There is a problem on X86 disassembler for instructions beginning with x86 prefix :

$ echo “0x66 0x0f 0x6f 0x8f 0x00 0x00 0x00 0x00” | llvm-mc --disassemble
movdqa (%edi), %xmm1

$ echo “0x53 0x66 0x0f 0x6f 0x8f 0x00 0x00 0x00 0x00” | llvm-mc --disassemble
pushl %ebx
:1:6: warning: invalid instruction encoding
0x53 0x66 0x0f 0x6f 0x8f 0x00 0x00 0x00 0x00
^

I attach a patch, but I’m not really familiar with this code, so if someone can review/correct, it would be great.

The problem is between readPrefixes and getId : prefixLocation depends on buffer position, but necessaryPrefixLocation is never updated to match buffer position.

Cheers,
Olivier.

x86_disassembler_66_prefix.patch (688 Bytes)

Olivier,

thanks for identifying that issue! Your fix corrects the specific testcase you provide, but it could produce incorrect results in other cases.

Here’s a bit of background on necessary_prefix_location.
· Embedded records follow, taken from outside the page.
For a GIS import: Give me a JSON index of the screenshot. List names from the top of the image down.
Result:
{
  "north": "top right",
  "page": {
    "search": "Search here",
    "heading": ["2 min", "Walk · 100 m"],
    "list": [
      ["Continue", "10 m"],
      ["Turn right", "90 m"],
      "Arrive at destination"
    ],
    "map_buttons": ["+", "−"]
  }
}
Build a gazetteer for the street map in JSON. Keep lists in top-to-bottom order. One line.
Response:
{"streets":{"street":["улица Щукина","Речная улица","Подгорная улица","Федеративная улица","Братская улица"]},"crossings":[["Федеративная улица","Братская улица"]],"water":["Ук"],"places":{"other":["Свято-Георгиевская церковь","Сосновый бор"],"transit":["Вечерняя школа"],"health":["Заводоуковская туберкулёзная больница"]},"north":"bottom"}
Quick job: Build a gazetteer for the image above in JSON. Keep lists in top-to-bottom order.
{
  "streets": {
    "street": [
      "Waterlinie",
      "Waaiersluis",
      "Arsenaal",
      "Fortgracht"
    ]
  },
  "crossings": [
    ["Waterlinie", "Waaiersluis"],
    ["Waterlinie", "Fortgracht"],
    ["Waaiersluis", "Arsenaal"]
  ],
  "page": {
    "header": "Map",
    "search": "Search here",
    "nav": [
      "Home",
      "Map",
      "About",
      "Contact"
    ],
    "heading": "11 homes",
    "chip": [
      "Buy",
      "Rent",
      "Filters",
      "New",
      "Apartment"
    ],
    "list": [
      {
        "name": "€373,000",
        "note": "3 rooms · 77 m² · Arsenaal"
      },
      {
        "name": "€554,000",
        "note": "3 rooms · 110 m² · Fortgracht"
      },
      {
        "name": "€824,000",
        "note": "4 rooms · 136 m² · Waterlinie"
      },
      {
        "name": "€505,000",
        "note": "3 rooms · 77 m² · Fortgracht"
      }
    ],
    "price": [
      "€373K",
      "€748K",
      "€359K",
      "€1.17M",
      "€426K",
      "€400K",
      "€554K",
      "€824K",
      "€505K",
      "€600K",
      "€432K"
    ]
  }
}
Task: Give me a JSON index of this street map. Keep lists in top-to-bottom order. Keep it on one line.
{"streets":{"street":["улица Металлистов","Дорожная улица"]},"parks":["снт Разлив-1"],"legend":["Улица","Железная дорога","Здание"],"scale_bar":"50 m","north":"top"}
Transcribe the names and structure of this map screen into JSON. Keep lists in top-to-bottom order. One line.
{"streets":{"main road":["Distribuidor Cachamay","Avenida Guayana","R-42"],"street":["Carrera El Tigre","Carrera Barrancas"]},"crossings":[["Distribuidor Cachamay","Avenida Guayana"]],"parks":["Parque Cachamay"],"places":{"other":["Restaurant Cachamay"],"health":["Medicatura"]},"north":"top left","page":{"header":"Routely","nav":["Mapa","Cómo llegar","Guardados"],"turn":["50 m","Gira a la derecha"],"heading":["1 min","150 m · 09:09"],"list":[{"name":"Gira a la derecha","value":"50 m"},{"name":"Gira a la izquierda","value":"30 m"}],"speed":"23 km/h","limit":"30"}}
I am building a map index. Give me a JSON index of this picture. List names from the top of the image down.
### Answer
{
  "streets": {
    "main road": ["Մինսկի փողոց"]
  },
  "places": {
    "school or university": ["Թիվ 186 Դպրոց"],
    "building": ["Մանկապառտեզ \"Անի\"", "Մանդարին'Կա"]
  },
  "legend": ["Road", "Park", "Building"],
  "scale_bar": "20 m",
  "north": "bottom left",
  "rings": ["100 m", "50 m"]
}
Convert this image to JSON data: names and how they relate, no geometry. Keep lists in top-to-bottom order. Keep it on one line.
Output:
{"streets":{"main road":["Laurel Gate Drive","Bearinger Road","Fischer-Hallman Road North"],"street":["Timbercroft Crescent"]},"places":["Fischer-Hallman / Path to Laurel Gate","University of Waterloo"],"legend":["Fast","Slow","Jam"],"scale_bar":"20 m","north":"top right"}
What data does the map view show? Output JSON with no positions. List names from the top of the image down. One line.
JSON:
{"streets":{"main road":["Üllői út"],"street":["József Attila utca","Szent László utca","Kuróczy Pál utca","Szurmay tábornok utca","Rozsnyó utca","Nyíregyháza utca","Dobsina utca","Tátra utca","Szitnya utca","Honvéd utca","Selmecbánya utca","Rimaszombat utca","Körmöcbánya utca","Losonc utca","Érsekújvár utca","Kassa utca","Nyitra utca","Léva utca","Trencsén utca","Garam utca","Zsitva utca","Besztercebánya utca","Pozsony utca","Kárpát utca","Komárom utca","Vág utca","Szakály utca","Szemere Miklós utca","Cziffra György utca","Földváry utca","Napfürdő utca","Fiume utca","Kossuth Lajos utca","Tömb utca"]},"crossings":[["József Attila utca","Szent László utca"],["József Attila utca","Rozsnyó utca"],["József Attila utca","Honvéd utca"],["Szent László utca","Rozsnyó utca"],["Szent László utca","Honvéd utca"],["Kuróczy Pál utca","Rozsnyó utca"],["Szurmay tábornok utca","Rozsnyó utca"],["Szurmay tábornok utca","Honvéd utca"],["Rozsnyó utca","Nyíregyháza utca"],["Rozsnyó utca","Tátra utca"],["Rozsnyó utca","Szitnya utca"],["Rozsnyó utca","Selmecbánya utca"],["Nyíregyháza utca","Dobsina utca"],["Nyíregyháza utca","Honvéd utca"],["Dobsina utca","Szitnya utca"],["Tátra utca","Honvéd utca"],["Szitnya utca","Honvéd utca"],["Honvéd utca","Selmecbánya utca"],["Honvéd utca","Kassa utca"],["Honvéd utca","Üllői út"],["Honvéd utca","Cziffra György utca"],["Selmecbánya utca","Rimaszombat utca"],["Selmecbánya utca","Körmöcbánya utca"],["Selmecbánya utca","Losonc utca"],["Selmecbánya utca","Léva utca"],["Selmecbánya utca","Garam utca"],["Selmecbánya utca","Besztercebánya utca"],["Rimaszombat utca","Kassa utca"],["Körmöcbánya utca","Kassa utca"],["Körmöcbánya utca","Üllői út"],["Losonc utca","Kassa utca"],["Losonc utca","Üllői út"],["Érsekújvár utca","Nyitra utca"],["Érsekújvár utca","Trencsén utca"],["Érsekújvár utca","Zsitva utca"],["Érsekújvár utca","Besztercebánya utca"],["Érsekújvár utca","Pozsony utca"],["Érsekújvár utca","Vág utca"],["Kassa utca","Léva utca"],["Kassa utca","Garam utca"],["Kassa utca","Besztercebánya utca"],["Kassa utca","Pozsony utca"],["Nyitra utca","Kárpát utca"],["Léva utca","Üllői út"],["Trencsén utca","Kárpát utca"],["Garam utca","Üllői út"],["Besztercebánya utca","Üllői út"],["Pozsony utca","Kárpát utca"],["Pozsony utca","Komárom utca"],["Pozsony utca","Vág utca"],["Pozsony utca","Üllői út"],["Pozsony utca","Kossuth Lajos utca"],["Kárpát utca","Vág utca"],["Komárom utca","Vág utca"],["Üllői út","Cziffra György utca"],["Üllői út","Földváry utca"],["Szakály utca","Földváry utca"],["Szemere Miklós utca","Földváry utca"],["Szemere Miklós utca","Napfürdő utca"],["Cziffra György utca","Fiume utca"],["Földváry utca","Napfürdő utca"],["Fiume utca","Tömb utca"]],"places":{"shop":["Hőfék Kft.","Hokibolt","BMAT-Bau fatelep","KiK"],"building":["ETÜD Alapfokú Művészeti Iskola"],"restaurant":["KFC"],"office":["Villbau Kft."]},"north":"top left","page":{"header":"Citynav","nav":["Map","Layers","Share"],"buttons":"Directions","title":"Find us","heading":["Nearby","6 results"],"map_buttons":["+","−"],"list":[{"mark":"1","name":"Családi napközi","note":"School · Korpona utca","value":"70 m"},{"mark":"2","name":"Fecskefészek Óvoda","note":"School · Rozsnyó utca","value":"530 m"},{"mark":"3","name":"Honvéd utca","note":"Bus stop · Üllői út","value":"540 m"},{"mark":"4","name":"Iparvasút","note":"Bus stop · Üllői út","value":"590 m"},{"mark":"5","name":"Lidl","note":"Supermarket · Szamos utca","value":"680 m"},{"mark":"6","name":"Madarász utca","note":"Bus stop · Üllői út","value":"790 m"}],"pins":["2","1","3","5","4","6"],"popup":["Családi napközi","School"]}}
necessary_prefix_location is supposed to keep track of where prefixes like 66, f3, and f2 – which affect the class of instruction being decoded fundamentally – should be expected to be. If you look at the “Instruction Format” section of the Intel manuals (specifically, Volume 2A of the Intel 64 and IA-32 Architectures Software Developer’s Manual), it specifies that


Some instructions may use F2H,F3H as a mandatory prefix to express distinct functionality. A mandatory prefix generally should be placed after other optional prefixes (exception to this is discussed in Section 2.2.1, “REX Prefixes”).

Also,


Some SSE2/SSE3/SSSE3/SSE4 instructions and instructions using a three-byte sequence of primary opcode bytes may use 66H as a mandatory prefix to express distinct functionality. A mandatory prefix generally should be placed after other optional prefixes (exception to this is discussed in Section 2.2.1, “REX Prefixes”).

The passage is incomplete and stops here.